Stored data
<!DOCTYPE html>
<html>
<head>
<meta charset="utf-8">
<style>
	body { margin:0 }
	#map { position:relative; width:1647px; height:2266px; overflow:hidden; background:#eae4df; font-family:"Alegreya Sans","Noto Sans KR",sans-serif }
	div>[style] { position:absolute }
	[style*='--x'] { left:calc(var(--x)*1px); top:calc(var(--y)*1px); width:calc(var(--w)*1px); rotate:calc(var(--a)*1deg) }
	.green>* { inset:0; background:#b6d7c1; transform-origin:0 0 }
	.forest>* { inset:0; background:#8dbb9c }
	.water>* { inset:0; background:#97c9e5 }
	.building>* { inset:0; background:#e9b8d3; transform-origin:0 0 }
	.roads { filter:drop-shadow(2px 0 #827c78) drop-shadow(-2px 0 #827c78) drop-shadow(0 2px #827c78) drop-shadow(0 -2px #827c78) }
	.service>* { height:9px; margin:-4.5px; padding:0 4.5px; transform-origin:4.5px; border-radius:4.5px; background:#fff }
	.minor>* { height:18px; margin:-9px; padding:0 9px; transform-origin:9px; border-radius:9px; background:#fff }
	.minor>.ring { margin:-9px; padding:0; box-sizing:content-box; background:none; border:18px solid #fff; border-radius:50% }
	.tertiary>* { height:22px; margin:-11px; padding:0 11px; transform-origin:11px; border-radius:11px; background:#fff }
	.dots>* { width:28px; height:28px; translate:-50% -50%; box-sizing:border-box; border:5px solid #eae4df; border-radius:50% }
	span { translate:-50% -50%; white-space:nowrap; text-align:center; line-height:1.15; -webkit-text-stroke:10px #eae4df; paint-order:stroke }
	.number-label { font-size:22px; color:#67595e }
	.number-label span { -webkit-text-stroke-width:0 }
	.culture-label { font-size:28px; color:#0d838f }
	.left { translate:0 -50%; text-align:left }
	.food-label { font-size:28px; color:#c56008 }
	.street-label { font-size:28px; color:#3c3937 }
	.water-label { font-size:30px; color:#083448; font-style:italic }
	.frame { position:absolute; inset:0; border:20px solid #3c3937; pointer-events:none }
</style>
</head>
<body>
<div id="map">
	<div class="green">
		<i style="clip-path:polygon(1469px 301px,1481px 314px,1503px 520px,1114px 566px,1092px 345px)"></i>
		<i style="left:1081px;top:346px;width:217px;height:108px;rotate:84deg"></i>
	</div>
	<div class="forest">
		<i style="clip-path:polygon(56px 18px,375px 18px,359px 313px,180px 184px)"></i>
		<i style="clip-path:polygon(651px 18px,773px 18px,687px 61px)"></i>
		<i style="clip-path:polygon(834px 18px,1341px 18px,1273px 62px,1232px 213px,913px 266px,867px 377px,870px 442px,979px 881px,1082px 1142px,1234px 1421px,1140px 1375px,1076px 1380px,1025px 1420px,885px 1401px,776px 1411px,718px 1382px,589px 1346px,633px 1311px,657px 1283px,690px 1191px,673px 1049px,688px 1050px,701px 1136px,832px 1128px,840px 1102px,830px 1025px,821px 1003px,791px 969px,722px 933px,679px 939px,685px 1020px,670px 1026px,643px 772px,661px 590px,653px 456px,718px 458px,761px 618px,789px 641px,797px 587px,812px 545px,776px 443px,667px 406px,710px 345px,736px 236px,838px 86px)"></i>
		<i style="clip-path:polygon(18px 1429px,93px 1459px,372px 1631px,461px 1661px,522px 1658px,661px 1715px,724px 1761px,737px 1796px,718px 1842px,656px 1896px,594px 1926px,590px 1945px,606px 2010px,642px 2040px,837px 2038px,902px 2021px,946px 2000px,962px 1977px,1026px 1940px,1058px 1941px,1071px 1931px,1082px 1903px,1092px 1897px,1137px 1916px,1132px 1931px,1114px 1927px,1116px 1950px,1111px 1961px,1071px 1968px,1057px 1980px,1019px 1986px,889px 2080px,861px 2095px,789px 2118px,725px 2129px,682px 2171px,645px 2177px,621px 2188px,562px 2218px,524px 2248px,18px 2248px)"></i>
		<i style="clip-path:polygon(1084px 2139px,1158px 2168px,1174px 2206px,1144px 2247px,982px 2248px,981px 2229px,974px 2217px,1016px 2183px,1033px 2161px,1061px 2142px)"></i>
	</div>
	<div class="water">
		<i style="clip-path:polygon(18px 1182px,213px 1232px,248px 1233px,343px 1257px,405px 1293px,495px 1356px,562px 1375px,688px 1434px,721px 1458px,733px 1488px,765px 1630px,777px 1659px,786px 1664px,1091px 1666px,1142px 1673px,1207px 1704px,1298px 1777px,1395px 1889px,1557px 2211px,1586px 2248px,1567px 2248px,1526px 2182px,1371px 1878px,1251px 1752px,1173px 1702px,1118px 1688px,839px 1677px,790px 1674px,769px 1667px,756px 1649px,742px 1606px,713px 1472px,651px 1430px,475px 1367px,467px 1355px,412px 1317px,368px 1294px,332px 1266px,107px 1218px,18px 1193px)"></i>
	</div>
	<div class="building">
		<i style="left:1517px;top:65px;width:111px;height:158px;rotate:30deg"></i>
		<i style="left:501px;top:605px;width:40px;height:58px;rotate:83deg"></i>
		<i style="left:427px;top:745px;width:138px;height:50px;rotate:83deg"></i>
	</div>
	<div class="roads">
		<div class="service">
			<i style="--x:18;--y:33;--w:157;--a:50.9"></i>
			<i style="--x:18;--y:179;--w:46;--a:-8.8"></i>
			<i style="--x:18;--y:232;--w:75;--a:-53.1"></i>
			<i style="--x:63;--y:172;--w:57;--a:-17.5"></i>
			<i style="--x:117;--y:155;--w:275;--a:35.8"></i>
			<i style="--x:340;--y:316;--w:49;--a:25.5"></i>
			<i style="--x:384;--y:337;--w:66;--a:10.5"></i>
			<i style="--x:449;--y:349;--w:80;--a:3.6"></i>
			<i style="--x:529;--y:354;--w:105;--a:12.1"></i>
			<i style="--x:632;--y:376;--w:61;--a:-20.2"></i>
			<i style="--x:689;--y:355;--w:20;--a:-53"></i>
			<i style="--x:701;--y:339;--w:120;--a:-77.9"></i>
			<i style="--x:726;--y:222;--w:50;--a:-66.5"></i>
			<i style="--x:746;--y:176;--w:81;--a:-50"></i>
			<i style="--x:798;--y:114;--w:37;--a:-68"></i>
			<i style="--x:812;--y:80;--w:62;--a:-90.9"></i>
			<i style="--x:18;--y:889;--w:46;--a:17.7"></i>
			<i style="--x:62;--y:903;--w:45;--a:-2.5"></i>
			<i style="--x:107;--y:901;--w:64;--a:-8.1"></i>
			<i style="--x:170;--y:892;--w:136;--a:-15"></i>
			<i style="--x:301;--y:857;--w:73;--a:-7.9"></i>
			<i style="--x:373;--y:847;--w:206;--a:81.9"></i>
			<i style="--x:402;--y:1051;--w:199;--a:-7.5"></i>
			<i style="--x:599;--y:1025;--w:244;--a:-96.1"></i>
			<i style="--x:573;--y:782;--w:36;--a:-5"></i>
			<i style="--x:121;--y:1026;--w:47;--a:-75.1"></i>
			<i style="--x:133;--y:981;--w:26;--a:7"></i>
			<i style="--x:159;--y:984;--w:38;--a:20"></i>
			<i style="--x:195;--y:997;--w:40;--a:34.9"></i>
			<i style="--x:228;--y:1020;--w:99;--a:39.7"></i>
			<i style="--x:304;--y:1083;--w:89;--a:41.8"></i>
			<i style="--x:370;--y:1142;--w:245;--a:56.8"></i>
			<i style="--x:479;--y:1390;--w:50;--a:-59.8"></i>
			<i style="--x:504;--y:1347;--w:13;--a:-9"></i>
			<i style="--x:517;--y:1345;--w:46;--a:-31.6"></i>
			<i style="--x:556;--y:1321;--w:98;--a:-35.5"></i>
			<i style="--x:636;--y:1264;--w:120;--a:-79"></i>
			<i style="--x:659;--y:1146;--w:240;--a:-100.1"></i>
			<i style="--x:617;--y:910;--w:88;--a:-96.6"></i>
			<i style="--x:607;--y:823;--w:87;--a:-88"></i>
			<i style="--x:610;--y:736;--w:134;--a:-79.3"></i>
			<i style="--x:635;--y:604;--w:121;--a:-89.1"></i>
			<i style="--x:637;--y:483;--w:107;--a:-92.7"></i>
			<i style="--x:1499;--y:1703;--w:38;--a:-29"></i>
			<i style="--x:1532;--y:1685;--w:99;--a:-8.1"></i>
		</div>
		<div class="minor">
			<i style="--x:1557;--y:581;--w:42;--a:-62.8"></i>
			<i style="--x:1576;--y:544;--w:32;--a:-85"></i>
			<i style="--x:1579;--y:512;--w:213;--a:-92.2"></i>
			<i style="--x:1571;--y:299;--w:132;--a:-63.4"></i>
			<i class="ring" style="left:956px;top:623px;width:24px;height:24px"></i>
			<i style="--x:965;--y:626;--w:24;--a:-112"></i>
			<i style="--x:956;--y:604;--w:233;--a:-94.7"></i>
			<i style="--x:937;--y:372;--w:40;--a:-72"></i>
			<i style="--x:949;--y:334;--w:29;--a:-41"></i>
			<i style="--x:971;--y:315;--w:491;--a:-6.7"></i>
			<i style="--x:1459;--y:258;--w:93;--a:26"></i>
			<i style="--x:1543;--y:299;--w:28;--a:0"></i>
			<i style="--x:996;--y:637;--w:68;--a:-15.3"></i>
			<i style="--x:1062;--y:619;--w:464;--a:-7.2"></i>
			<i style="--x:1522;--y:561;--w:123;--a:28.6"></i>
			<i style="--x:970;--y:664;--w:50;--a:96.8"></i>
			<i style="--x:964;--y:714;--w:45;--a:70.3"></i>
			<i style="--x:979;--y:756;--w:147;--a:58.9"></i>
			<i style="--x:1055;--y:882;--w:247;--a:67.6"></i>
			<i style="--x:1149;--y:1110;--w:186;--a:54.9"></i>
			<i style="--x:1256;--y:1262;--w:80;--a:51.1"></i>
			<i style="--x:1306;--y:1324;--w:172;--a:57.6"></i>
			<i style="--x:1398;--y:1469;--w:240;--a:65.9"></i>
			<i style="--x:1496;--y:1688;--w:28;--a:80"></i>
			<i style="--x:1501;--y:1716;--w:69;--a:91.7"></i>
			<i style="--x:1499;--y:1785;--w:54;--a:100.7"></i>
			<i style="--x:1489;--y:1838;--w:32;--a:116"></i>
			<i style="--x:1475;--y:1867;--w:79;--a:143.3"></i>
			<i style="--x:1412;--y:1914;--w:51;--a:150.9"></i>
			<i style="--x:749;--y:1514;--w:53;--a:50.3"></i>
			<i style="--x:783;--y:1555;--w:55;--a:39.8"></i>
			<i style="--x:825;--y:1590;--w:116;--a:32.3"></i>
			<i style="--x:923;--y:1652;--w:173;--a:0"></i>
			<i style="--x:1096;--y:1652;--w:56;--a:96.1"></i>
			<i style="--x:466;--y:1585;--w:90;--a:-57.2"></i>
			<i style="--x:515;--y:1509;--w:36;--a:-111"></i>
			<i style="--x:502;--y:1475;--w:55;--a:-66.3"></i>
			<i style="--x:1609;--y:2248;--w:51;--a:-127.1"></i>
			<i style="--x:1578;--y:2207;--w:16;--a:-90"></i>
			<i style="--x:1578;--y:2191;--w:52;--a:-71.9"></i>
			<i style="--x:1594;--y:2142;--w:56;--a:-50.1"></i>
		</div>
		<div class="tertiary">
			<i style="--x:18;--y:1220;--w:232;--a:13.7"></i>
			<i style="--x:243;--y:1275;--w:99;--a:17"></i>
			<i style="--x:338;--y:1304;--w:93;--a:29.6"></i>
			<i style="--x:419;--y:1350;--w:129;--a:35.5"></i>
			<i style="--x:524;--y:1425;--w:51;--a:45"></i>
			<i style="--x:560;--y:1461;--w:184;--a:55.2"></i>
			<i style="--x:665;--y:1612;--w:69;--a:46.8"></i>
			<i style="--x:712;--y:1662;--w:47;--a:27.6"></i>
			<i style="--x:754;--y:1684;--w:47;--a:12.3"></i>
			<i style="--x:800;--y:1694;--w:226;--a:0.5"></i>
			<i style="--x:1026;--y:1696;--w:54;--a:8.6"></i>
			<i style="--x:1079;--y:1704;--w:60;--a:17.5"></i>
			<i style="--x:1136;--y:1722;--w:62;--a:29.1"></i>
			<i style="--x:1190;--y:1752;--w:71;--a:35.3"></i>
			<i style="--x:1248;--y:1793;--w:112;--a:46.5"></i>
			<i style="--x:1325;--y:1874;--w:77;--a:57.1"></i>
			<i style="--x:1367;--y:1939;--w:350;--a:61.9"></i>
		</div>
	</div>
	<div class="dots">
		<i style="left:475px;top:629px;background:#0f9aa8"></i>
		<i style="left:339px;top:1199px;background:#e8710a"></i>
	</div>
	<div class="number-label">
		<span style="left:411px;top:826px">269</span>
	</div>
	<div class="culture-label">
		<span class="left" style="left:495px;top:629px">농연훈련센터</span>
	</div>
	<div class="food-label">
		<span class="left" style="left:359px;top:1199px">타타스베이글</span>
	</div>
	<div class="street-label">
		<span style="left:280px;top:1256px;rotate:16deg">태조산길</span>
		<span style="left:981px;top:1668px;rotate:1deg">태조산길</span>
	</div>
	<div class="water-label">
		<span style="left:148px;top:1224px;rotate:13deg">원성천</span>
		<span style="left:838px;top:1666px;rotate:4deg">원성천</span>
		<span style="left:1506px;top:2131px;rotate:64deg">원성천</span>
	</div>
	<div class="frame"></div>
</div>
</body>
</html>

Task to complete
Select the lines from the entries that include the word "label".

Your response
	.number-label { font-size:22px; color:#67595e }
	.number-label span { -webkit-text-stroke-width:0 }
	.culture-label { font-size:28px; color:#0d838f }
	.food-label { font-size:28px; color:#c56008 }
	.street-label { font-size:28px; color:#3c3937 }
	.water-label { font-size:30px; color:#083448; font-style:italic }
	<div class="number-label">
	<div class="culture-label">
	<div class="food-label">
	<div class="street-label">
	<div class="water-label">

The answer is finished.